[Stored items]
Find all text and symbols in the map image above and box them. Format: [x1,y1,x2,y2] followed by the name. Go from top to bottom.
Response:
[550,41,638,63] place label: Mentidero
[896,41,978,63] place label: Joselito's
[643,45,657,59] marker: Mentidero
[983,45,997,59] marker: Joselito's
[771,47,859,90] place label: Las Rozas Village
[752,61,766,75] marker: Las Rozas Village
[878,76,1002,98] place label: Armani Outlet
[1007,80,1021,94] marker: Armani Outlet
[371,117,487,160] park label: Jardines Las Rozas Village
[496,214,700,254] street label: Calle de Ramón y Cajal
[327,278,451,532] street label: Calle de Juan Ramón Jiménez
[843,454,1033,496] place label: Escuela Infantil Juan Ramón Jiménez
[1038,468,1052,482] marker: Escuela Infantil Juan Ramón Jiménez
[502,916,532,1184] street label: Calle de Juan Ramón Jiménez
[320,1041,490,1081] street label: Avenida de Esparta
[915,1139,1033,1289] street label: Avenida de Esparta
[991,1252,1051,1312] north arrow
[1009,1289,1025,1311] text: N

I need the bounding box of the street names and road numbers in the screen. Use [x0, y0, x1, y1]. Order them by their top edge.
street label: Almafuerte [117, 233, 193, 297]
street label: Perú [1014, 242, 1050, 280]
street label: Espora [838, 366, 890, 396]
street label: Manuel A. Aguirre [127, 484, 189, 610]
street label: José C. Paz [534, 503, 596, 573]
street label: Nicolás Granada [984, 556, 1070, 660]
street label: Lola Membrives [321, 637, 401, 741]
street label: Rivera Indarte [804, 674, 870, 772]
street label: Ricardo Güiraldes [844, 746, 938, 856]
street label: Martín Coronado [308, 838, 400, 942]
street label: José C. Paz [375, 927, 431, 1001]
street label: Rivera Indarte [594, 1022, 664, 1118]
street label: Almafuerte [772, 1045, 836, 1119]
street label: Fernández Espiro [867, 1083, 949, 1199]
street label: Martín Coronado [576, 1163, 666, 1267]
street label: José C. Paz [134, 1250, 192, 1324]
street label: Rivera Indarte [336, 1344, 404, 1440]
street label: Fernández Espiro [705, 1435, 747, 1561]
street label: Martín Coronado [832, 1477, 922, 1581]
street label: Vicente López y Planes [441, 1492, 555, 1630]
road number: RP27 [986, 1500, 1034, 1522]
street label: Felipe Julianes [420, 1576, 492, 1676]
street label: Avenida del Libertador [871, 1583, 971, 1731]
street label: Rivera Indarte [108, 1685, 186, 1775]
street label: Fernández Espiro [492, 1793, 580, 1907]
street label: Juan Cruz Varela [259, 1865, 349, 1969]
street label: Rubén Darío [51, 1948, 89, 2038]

TASK REQUIREMENTS: Identify the lines of the entries containing the string "Outlet". Copy each such line.

REPLY TO THE TASK:
[878,76,1002,98] place label: Armani Outlet
[1007,80,1021,94] marker: Armani Outlet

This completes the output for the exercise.